Collected data:
---*---

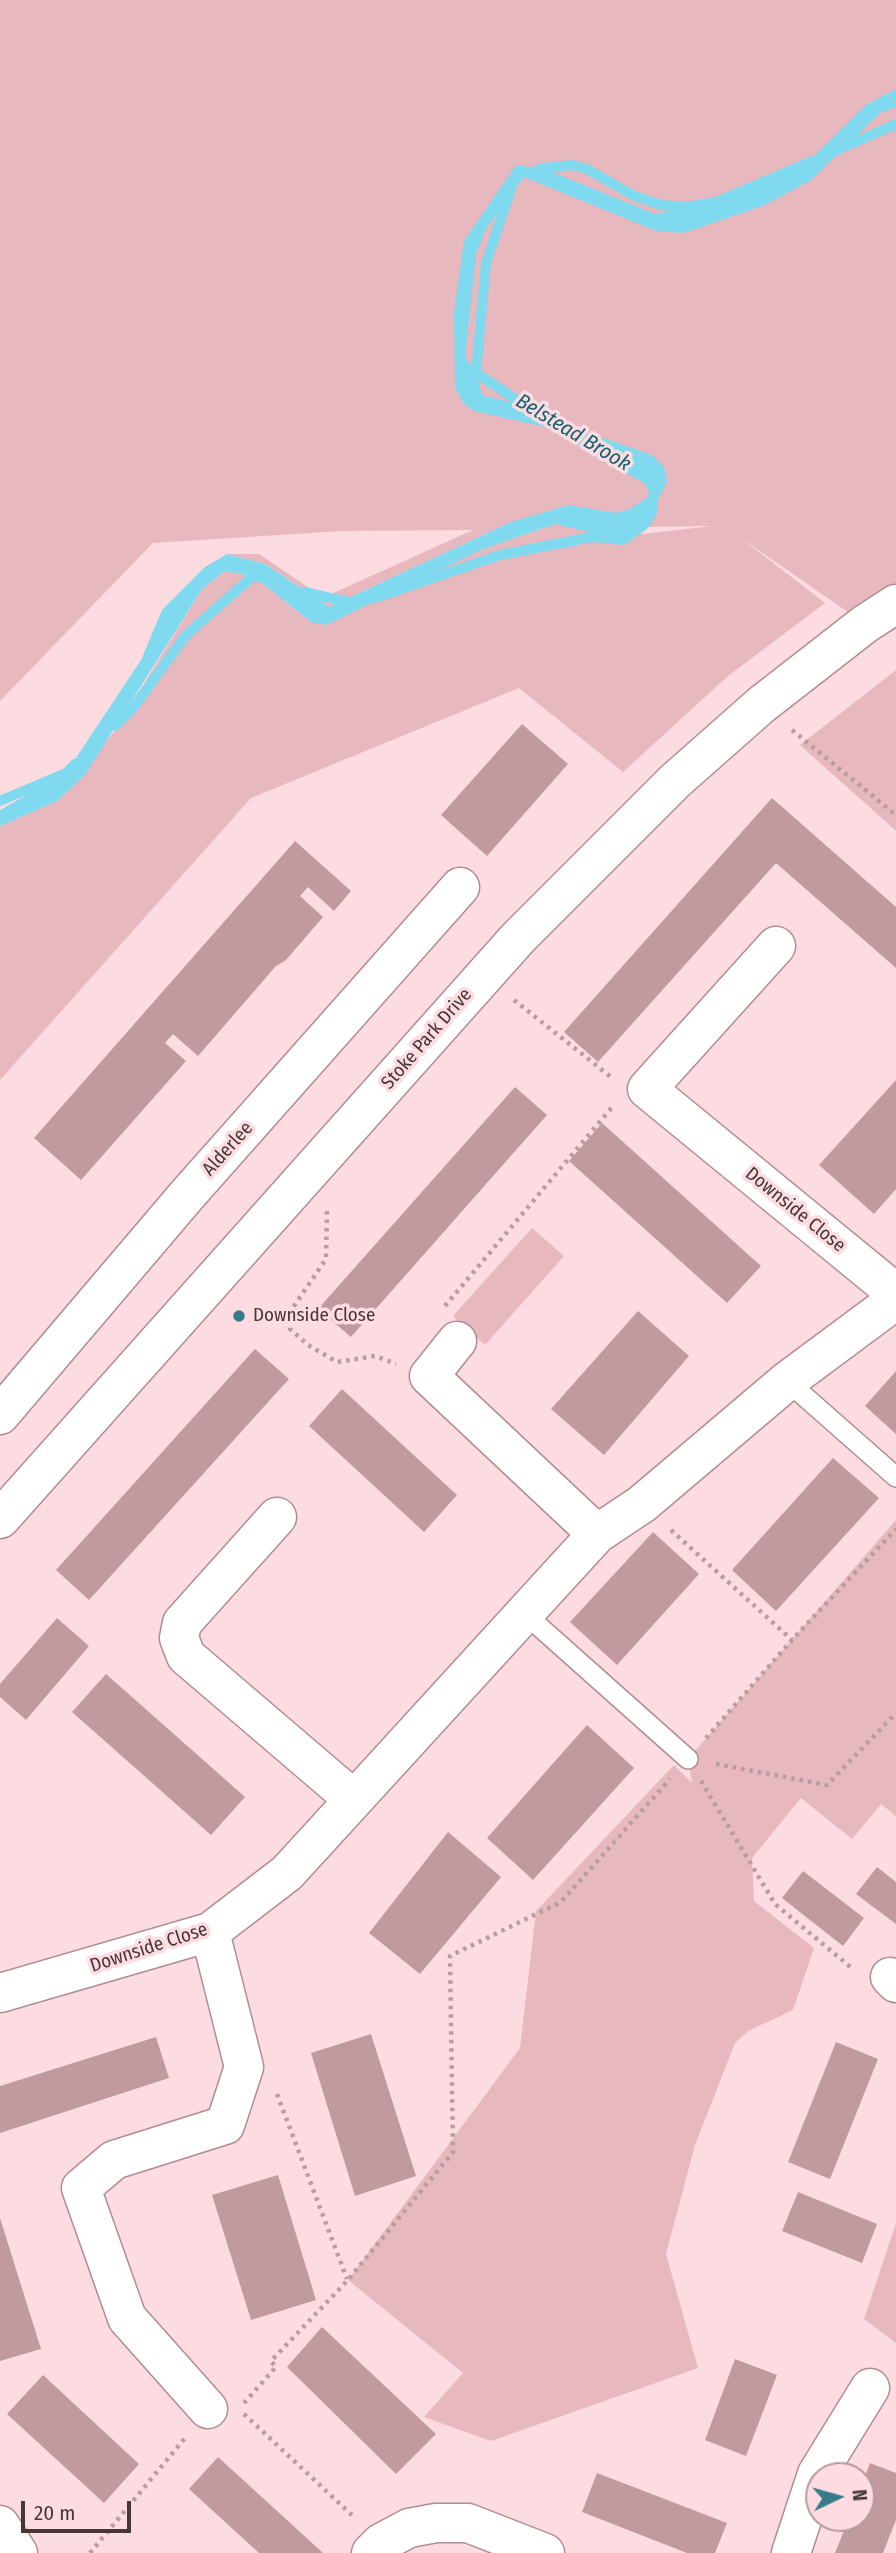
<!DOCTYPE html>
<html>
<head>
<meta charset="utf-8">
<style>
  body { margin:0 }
  #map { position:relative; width:896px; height:2553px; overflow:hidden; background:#fcdce0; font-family:"Fira Sans Condensed",sans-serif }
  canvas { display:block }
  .north { position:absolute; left:805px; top:2462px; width:70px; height:70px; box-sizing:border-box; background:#fcdce0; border:2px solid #b49a9d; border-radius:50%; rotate:85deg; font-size:19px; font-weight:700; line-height:28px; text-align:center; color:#473739 }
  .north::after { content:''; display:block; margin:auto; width:24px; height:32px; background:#377b8a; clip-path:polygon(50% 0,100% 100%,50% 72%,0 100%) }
  .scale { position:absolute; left:21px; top:2501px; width:110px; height:32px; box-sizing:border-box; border:4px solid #473739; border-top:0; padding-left:9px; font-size:21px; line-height:24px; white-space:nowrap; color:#473739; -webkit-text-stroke:5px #fcdce0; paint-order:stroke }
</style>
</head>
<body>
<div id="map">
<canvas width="896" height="2553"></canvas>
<div class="north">N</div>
<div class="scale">20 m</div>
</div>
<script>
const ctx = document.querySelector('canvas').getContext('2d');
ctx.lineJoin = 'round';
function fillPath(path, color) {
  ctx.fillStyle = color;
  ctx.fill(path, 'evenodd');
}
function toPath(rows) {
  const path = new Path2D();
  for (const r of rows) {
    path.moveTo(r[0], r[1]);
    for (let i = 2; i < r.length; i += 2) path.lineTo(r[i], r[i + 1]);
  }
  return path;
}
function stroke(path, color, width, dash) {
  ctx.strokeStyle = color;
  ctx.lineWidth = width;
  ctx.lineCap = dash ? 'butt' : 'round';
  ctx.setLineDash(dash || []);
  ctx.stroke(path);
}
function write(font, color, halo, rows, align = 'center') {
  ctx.font = font + ' "Fira Sans Condensed",sans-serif';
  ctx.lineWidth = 7;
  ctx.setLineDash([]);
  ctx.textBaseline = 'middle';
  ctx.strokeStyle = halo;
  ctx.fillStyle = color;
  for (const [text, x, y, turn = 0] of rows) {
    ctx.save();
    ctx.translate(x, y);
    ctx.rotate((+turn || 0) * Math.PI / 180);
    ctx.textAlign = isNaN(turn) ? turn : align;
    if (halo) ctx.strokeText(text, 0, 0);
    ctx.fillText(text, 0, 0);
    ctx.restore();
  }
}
fillPath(toPath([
  [0,0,896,0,896,606,865,624,741,538,825,603,728,676,623,772,519,688,251,798,0,1080,0,826,57,801,117,728,202,589,225,571,253,576,311,622,481,550,541,529,496,529,329,607,265,564,227,554,259,554,318,594,331,594,473,530,341,531,153,543,0,701],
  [712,526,633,535,623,540,574,528],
  [896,670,896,831,800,745],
  [532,1228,564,1256,485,1345,453,1316],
  [896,1520,896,1816,881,1804,852,1839,801,1798,752,1858,754,1901,814,1948,793,2010,748,2031,735,2043,695,2145,666,2254,698,2368,491,2441,424,2417,463,2373,348,2280,520,2048,536,1911,674,1765,692,1783,688,1759],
  [896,2223,896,2343,864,2319]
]), '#e8b8bf');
fillPath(toPath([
  [896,89,896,107,880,113,811,180,765,205,684,233,656,231,524,177,486,229,476,254,465,357,476,373,482,395,544,411,574,428,652,455,664,467,667,482,652,512,633,535,623,540,555,524,481,550,326,625,311,622,253,576,225,571,202,589,85,775,57,801,0,826,0,810,66,773,141,660,162,610,205,567,227,554,265,564,329,607,511,522,569,505,615,513,630,509,651,495,638,472,563,431,474,411,464,404,455,388,454,312,464,241,516,165,542,168,655,214,716,202,777,182,813,157,866,105]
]), '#7fd9ef');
stroke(toPath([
  [833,152,896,124],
  [530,174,542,168,572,165,587,169,634,196,661,205,687,207,716,202,812,161],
  [510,192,486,263,476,373,538,414],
  [557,427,643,477],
  [304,592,353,603],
  [375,598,500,555,592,537,623,540,644,525,652,512,652,497],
  [115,726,133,708,186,635,253,576,266,578],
  [0,801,66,773,75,764]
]), '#7fd9ef', 10);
fillPath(toPath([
  [522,724,568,764,487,856,441,815],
  [772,798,896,907,896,968,776,863,598,1062,564,1032],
  [295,841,351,891,334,911,308,887,300,896,323,917,286,960,276,966,198,1056,173,1034,165,1043,186,1061,81,1180,34,1138],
  [896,1080,896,1189,874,1214,819,1165],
  [515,1087,547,1115,351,1337,318,1309],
  [602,1123,761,1266,727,1303,569,1161],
  [638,1311,689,1356,604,1455,551,1409],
  [255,1349,289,1379,89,1600,56,1570],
  [896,1371,896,1434,865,1406],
  [342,1389,457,1495,424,1532,309,1426],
  [833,1458,879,1498,776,1611,732,1570],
  [653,1532,699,1574,617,1665,570,1622],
  [57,1618,89,1646,26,1720,0,1697,0,1684],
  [106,1674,245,1797,211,1835,72,1712],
  [587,1725,634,1768,533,1880,487,1838],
  [448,1832,501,1877,420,1974,369,1933],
  [877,1867,896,1882,896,1924,856,1894],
  [803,1871,864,1918,843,1946,782,1898],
  [371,2034,416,2176,355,2196,311,2053],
  [156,2037,169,2078,0,2133,0,2086],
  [836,2042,878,2059,830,2179,788,2162],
  [278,2175,316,2300,251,2320,212,2195],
  [798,2192,877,2224,862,2263,782,2231],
  [0,2218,41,2349,0,2361],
  [322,2327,436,2434,396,2474,287,2367],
  [735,2359,777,2375,746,2456,705,2440],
  [43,2375,139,2464,104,2503,7,2414],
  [218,2457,323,2553,259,2553,189,2489],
  [870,2463,896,2473,896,2520,883,2553,835,2553,849,2518,861,2518,861,2487],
  [597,2473,727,2523,715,2553,687,2553,582,2512]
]), '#c09a9f');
const service = toPath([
  [787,1381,896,1477],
  [524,1613,688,1759]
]);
const minor = toPath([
  [776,946,647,1089,896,1293],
  [457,1341,429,1376,597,1534],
  [0,1415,187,1195,460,887],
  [277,1517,182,1623,179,1638,186,1656,352,1798],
  [890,1977,896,1983],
  [0,1993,210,1932,287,1873,597,1534,642,1504,787,1381,896,1300],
  [208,2409,127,2318,81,2188,114,2160,225,2125,244,2067,210,1932],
  [371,2553,381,2543,409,2528,436,2523,468,2523,545,2553],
  [791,2553,817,2474,870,2388]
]);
const tertiary = toPath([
  [0,1519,518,938,675,781,761,705,865,624,896,604],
  [0,2525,18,2553]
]);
stroke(service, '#b18c91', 22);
stroke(minor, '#b18c91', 41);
stroke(tertiary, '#b18c91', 41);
stroke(toPath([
  [792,730,896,815],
  [514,1000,611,1077],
  [327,1211,326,1259,292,1309,290,1329,308,1345,337,1362,375,1356,396,1364],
  [445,1306,613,1106],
  [671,1530,792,1640],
  [706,1738,792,1640,896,1529],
  [716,1764,827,1785,896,1713],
  [701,1781,775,1904,854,1970],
  [277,2094,347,2279],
  [244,2403,276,2367,271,2361,348,2280,453,2152,450,1956,561,1902,670,1779],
  [244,2414,355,2518],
  [90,2553,185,2438]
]), '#b79da0', 4.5, [3.5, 5]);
stroke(service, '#fff', 19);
stroke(minor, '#fff', 38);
stroke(tertiary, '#fff', 38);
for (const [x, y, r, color] of [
  [239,1316,7,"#377b8a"]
]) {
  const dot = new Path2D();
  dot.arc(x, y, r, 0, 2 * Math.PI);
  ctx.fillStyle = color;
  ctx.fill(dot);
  stroke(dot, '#fcdce0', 2.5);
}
write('19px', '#473739', '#fcdce0', [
  ["Stoke Park Drive",427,1039,-49],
  ["Alderlee",228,1149,-48],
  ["Downside Close",795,1210,39],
  ["Downside Close",149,1948,-18]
]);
write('19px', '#473739', '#fcdce0', [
  ["Downside Close",253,1316]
], 'left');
write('italic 21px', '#15606f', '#fcdce0', [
  ["Belstead Brook",573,433,31]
]);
</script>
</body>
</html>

---*---

Which lines hold the word "function"? Copy each of them from the records.

RESPONSE ▸
function fillPath(path, color) {
function toPath(rows) {
function stroke(path, color, width, dash) {
function write(font, color, halo, rows, align = 'center') {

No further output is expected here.